### [EXERCISE DETAILS]
Each line of the listing must be set down exactly as it stands.

___ DATASET EXTRACT

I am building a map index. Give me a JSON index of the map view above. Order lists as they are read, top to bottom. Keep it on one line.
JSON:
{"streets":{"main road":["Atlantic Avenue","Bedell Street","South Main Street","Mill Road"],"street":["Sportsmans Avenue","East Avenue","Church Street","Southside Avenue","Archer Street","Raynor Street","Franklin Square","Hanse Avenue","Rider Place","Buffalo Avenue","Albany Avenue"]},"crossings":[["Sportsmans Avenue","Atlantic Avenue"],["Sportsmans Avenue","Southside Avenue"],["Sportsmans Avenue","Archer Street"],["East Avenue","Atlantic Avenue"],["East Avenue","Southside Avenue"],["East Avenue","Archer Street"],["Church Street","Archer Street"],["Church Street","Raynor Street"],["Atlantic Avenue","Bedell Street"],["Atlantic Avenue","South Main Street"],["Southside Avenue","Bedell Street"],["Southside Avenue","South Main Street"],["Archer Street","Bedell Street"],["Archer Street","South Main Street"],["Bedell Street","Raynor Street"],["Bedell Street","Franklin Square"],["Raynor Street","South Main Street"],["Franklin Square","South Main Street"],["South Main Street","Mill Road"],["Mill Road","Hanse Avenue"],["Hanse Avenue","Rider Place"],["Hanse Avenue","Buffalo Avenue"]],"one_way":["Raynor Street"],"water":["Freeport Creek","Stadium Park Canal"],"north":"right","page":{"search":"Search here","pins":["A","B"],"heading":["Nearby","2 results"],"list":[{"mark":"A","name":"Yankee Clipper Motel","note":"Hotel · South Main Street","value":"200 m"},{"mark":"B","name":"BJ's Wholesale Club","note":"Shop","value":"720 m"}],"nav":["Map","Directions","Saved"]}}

______

### [EXPECTED ANSWER]
I am building a map index. Give me a JSON index of the map view above. Order lists as they are read, top to bottom. Keep it on one line.
JSON:
{"streets":{"main road":["Atlantic Avenue","Bedell Street","South Main Street","Mill Road"],"street":["Sportsmans Avenue","East Avenue","Church Street","Southside Avenue","Archer Street","Raynor Street","Franklin Square","Hanse Avenue","Rider Place","Buffalo Avenue","Albany Avenue"]},"crossings":[["Sportsmans Avenue","Atlantic Avenue"],["Sportsmans Avenue","Southside Avenue"],["Sportsmans Avenue","Archer Street"],["East Avenue","Atlantic Avenue"],["East Avenue","Southside Avenue"],["East Avenue","Archer Street"],["Church Street","Archer Street"],["Church Street","Raynor Street"],["Atlantic Avenue","Bedell Street"],["Atlantic Avenue","South Main Street"],["Southside Avenue","Bedell Street"],["Southside Avenue","South Main Street"],["Archer Street","Bedell Street"],["Archer Street","South Main Street"],["Bedell Street","Raynor Street"],["Bedell Street","Franklin Square"],["Raynor Street","South Main Street"],["Franklin Square","South Main Street"],["South Main Street","Mill Road"],["Mill Road","Hanse Avenue"],["Hanse Avenue","Rider Place"],["Hanse Avenue","Buffalo Avenue"]],"one_way":["Raynor Street"],"water":["Freeport Creek","Stadium Park Canal"],"north":"right","page":{"search":"Search here","pins":["A","B"],"heading":["Nearby","2 results"],"list":[{"mark":"A","name":"Yankee Clipper Motel","note":"Hotel · South Main Street","value":"200 m"},{"mark":"B","name":"BJ's Wholesale Club","note":"Shop","value":"720 m"}],"nav":["Map","Directions","Saved"]}}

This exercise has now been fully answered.